If you count local suppliers, the total is higher.
You can see some of the billion dollars here: https://maps.app.goo.gl/dHy52bEoWizDC5qz5
You can click on "See more dates" and select 2020 to see that in two years that site went from "empty lot" to "hundreds of thousands of square feet and thousands of workers".
The Flextronics facility about a mile-and-a-half to the south is another chunk of cash.
Additionally, many, MANY, components from audio codecs to SoC cores to sheets of glass used in Apple products are made in the US and exported for integration into products that are assembled overseas.

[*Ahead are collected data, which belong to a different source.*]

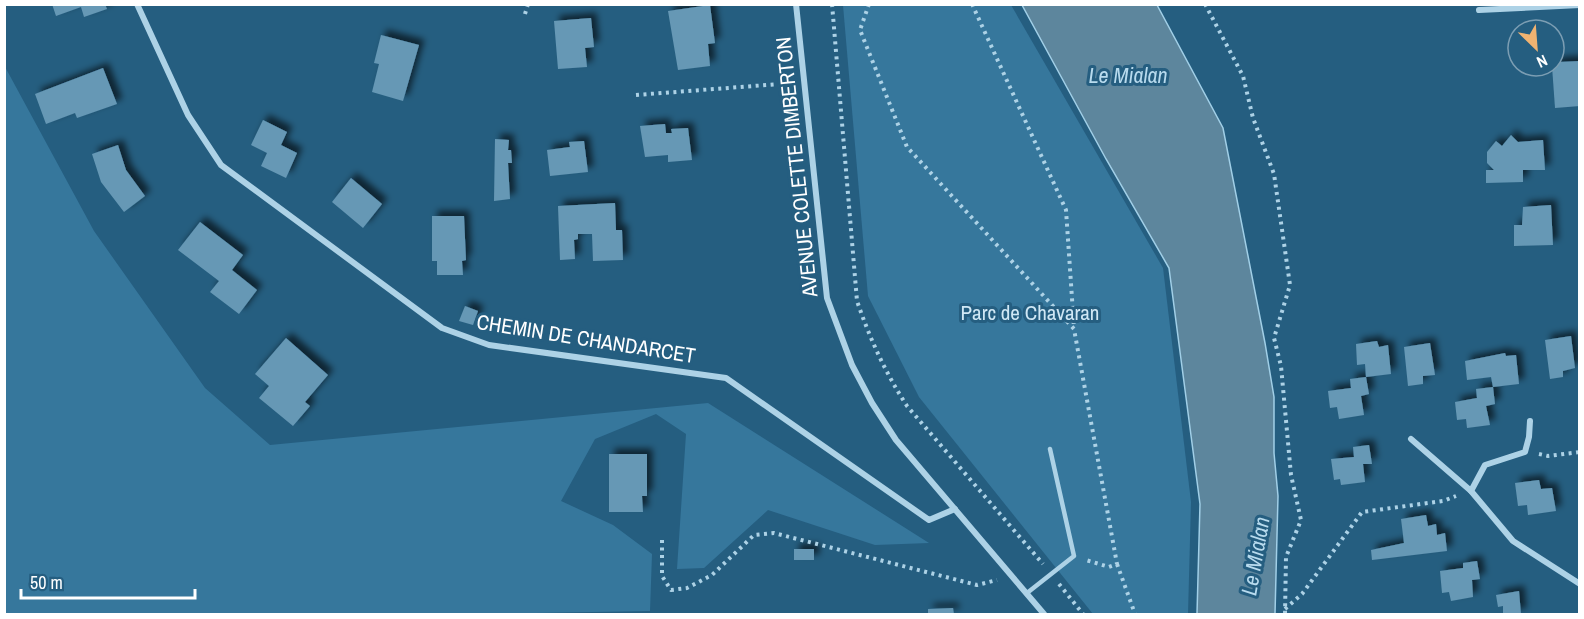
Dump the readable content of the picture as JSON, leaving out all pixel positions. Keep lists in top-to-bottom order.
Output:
{
  "streets": {
    "street": ["AVENUE COLETTE DIMBERTON", "CHEMIN DE CHANDARCET"]
  },
  "crossings": [
    ["AVENUE COLETTE DIMBERTON", "CHEMIN DE CHANDARCET"]
  ],
  "water": ["Le Mialan"],
  "parks": ["Parc de Chavaran"],
  "scale_bar": "50 m",
  "north": "bottom right"
}
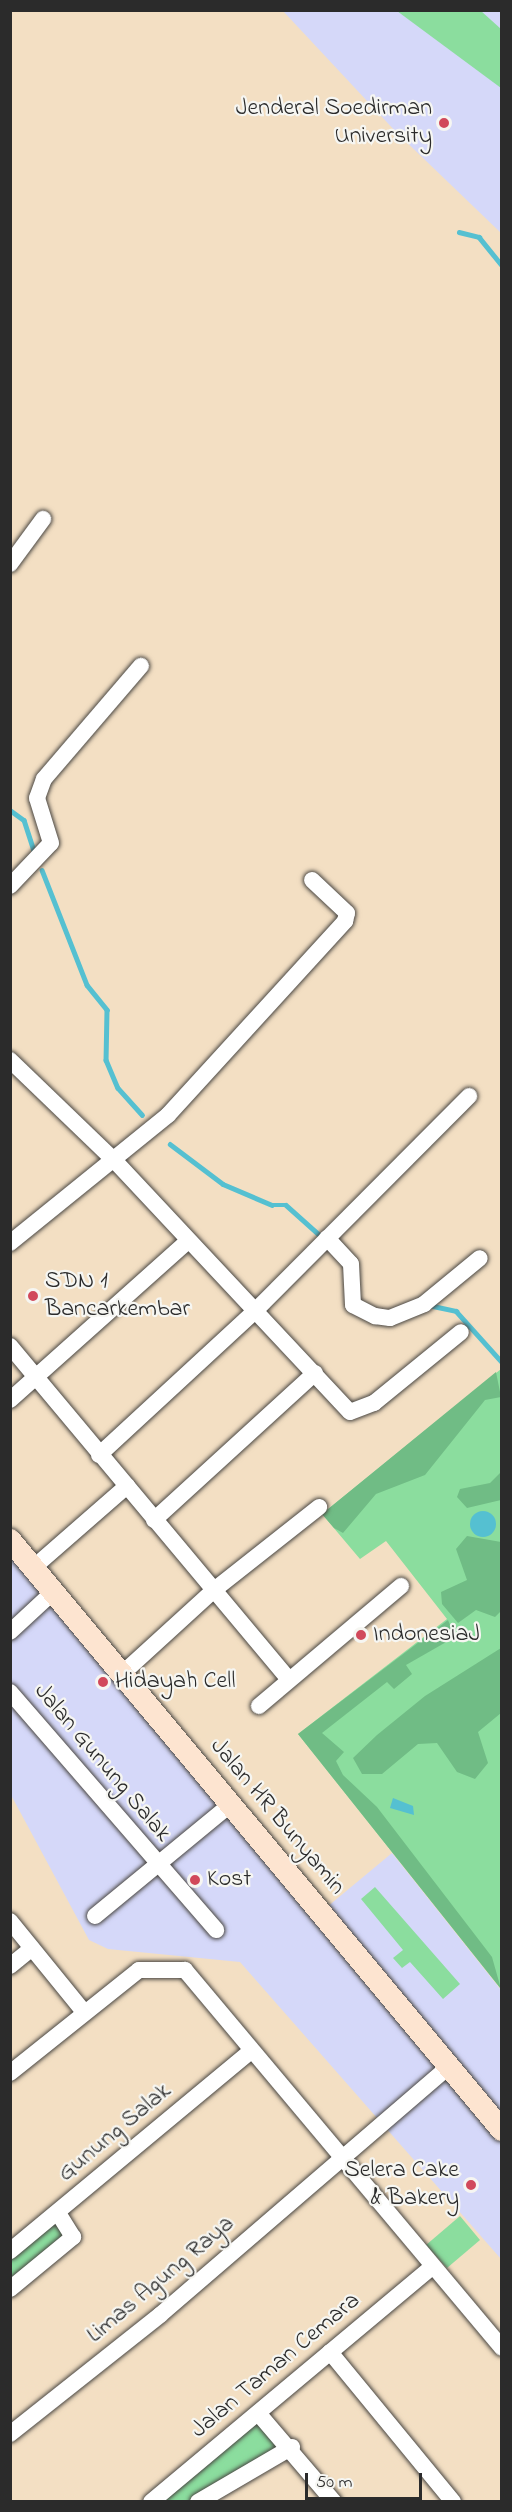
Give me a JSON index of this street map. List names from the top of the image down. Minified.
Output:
{"streets":{"main road":["Jalan HR Bunyamin"],"street":["Jalan Gunung Salak","Gunung Salak","Limas Agung Raya","Jalan Taman Cemara"]},"crossings":[["Jalan Gunung Salak","Jalan HR Bunyamin"],["Jalan HR Bunyamin","Limas Agung Raya"]],"places":["Jenderal Soedirman University","SDN 1 Bancarkembar","IndonesiaJ","Hidayah Cell","Kost","Selera Cake & Bakery"],"scale_bar":"50 m"}
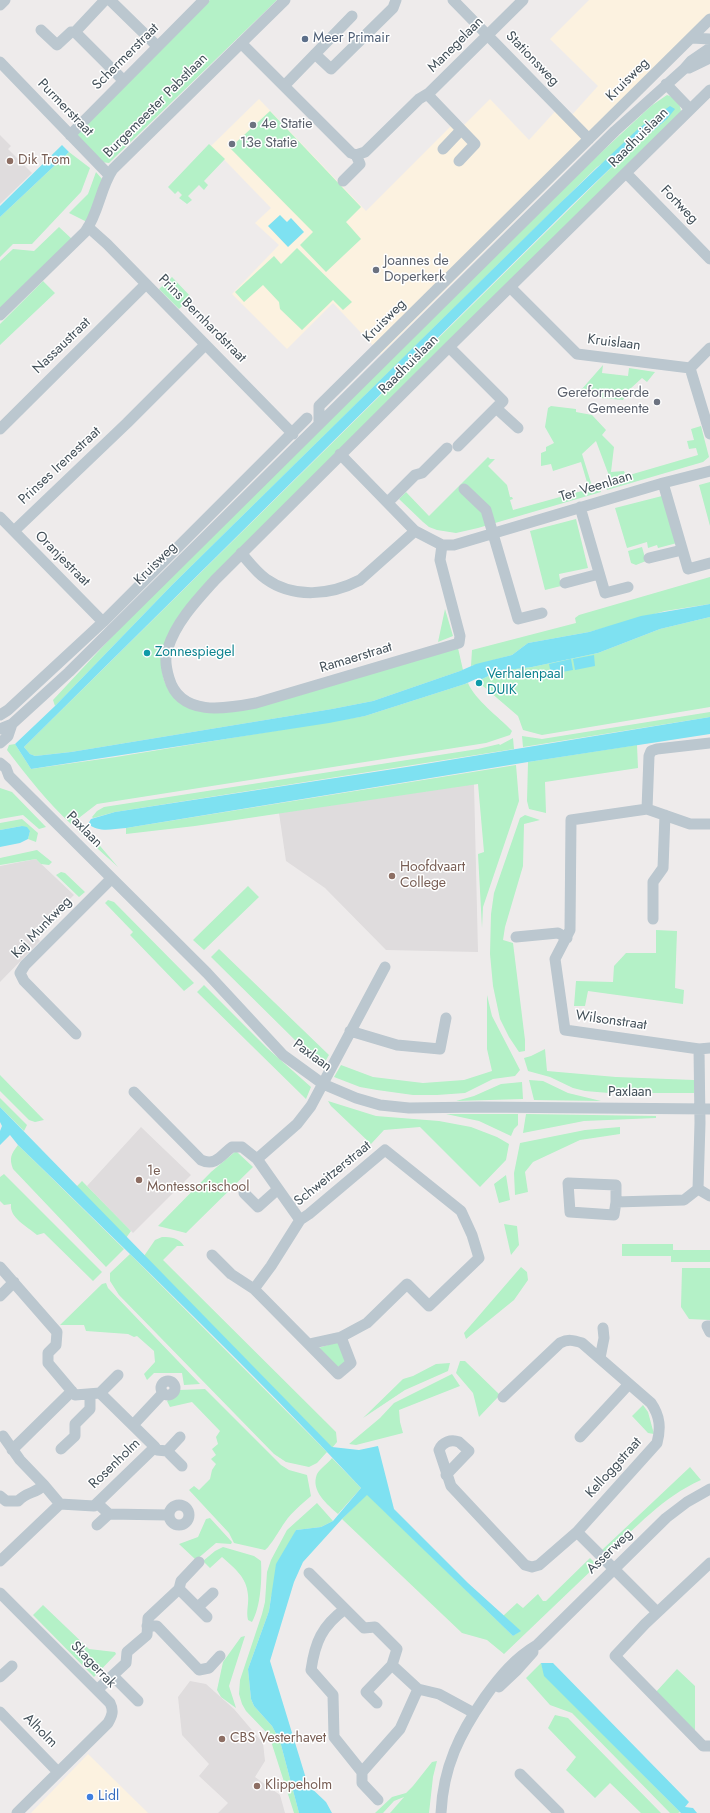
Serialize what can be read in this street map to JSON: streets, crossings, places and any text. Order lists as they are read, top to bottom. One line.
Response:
{"streets":{"street":["Manegelaan","Schermerstraat","Stationsweg","Kruisweg","Burgemeester Pabstlaan","Purmerstraat","Raadhuislaan","Fortweg","Prins Bernhardstraat","Kruislaan","Nassaustraat","Prinses Irenestraat","Ter Veenlaan","Oranjestraat","Ramaerstraat","Paxlaan","Kaj Munkweg","Wilsonstraat","Schweitzerstraat","Rosenholm","Kelloggstraat","Asserweg","Skagerrak","Alholm"]},"crossings":[["Manegelaan","Stationsweg"],["Schermerstraat","Purmerstraat"],["Stationsweg","Kruisweg"],["Kruisweg","Prins Bernhardstraat"],["Kruisweg","Oranjestraat"],["Burgemeester Pabstlaan","Purmerstraat"],["Burgemeester Pabstlaan","Prins Bernhardstraat"],["Raadhuislaan","Fortweg"],["Raadhuislaan","Kruislaan"],["Raadhuislaan","Ramaerstraat"],["Prins Bernhardstraat","Nassaustraat"],["Prins Bernhardstraat","Prinses Irenestraat"],["Prinses Irenestraat","Oranjestraat"],["Ter Veenlaan","Ramaerstraat"],["Paxlaan","Kaj Munkweg"],["Paxlaan","Wilsonstraat"],["Skagerrak","Alholm"]],"places":["Meer Primair","4e Statie","13e Statie","Dik Trom","Joannes de Doperkerk","Gereformeerde Gemeente","Zonnespiegel","Verhalenpaal DUIK","Hoofdvaart College","1e Montessorischool","CBS Vesterhavet","Klippeholm","Lidl"]}
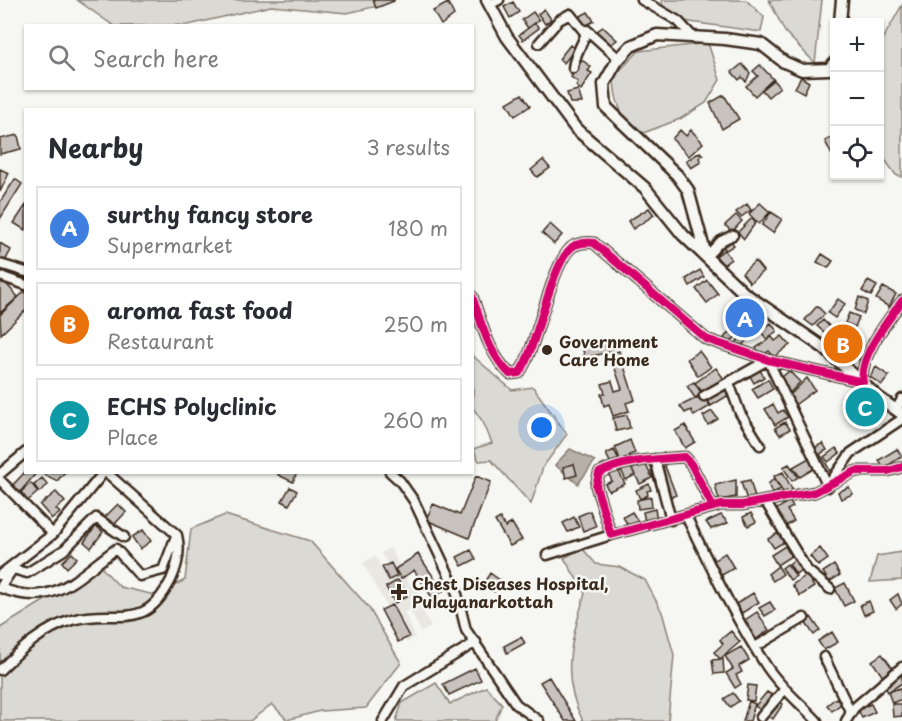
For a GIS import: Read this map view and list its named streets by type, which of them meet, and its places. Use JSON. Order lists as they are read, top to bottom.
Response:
{
  "places": {
    "other": ["Government Care Home"],
    "health": ["Chest Diseases Hospital, Pulayanarkottah"]
  },
  "page": {
    "map_buttons": ["+", "−"],
    "search": "Search here",
    "heading": ["Nearby", "3 results"],
    "list": [
      {
        "mark": "A",
        "name": "surthy fancy store",
        "note": "Supermarket",
        "value": "180 m"
      },
      {
        "mark": "B",
        "name": "aroma fast food",
        "note": "Restaurant",
        "value": "250 m"
      },
      {
        "mark": "C",
        "name": "ECHS Polyclinic",
        "note": "Place",
        "value": "260 m"
      }
    ],
    "pins": ["A", "B", "C"]
  }
}
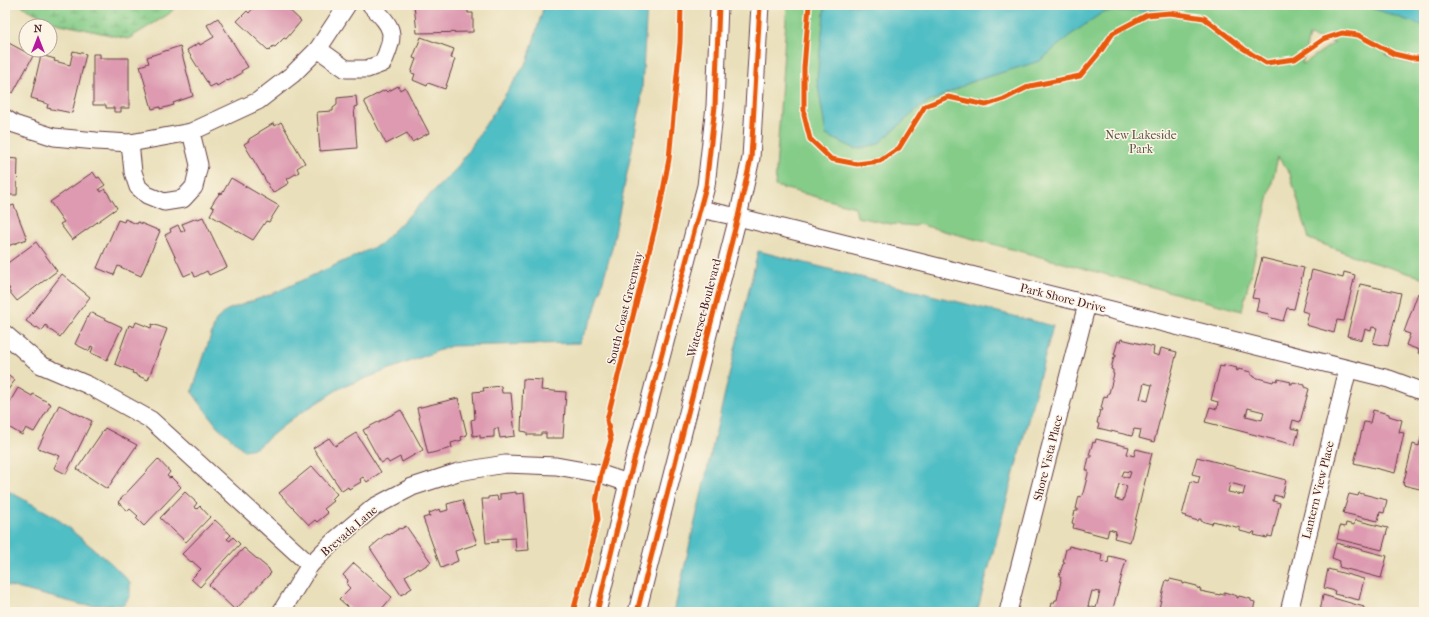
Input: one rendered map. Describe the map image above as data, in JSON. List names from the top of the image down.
{
  "streets": {
    "street": [
      "Park Shore Drive",
      "Waterset Boulevard",
      "Shore Vista Place",
      "Lantern View Place",
      "Brevada Lane"
    ],
    "cycle path": ["South Coast Greenway"]
  },
  "crossings": [
    ["Park Shore Drive", "Waterset Boulevard"],
    ["Park Shore Drive", "Shore Vista Place"],
    ["Park Shore Drive", "Lantern View Place"]
  ],
  "parks": ["New Lakeside Park"],
  "north": "top"
}
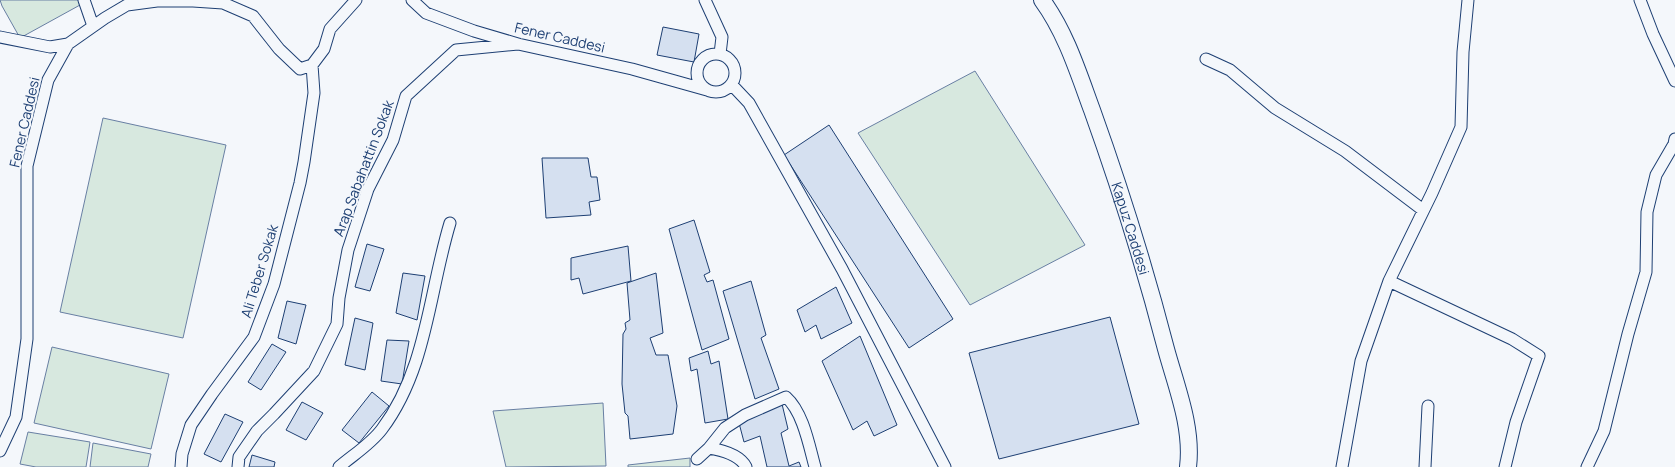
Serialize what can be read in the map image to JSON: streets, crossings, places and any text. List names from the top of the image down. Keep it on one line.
{"streets":{"main road":["Kapuz Caddesi"],"street":["Fener Caddesi","Arap Sabahattin Sokak","Ali Teber Sokak"]},"crossings":[["Fener Caddesi","Arap Sabahattin Sokak"],["Fener Caddesi","Ali Teber Sokak"]]}
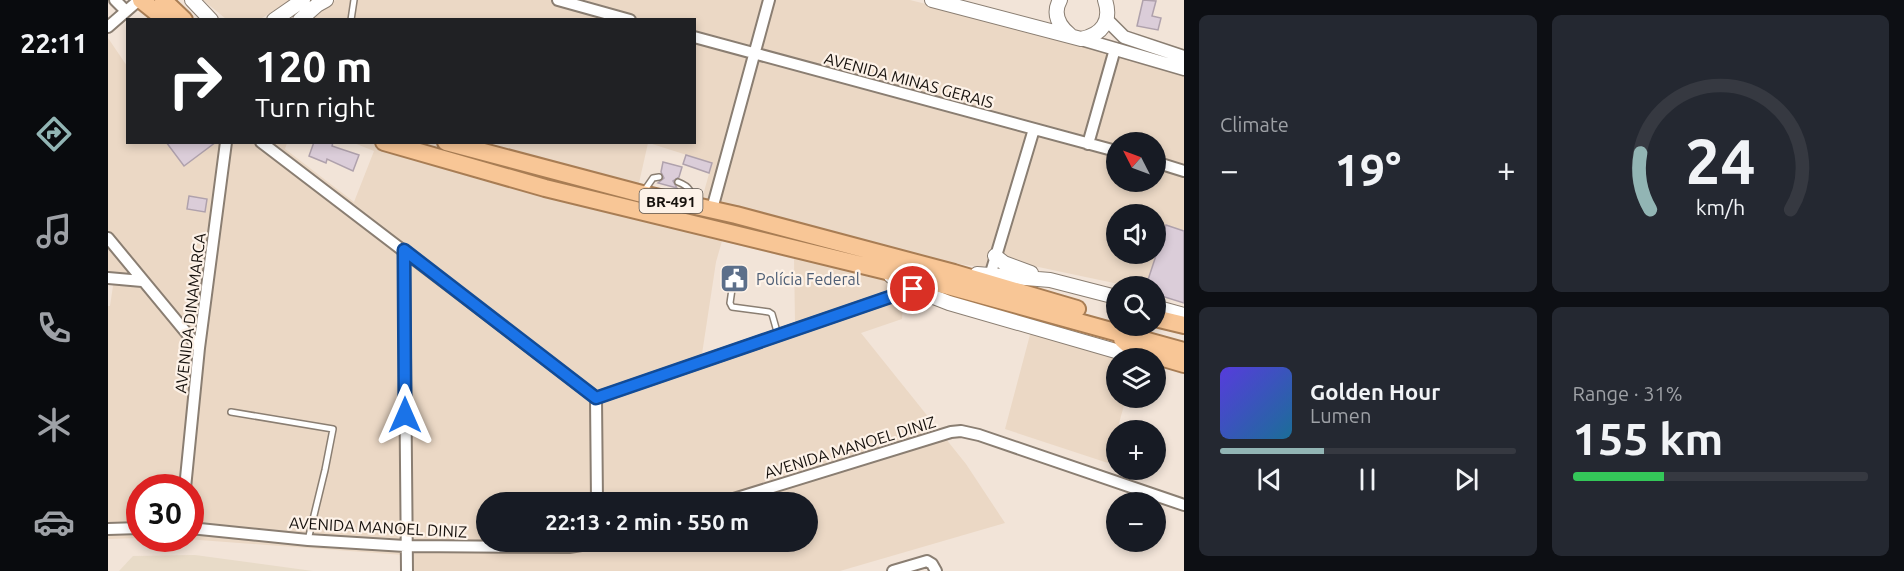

If you think 5 years from announcement to construction is a long time, I've been working about that long on a committee to build a tiny 4-bay fire station. It isn't about money, we have the money and infinite money wouldn't really change anything. It's about permits, contractor availability, and subsystem/subcomponent lead times. The diesel fume extraction system installers had a year-long backlog of work alone.
If you're waiting for the iPhone to be built in the US, you're going to be waiting for a long time, perhaps an infinitely long time. Other, higher-margin lower-volume, products? That's more likely.
I'm more familiar than most with how difficult it is to build things in the US, because I build satellites for a living and fire stations as a civic duty.
It's hard.
> The idea is to do it on a high-margin, low-volume product so that any hiccups can be absorbed in the accounting
As opposed to actually eliminating the source of the hiccups.
The Japanese auto manufacturers moved their high-volume, low-margin assembly to the US and succeeded. They started by importing nearly every component and then steadily replaced them with locally-built components.
If Apple was serious, that’s what they would have done. You know, like how they did it in India. Like how they did it in Malaysia. Like how they did it in Vietnam.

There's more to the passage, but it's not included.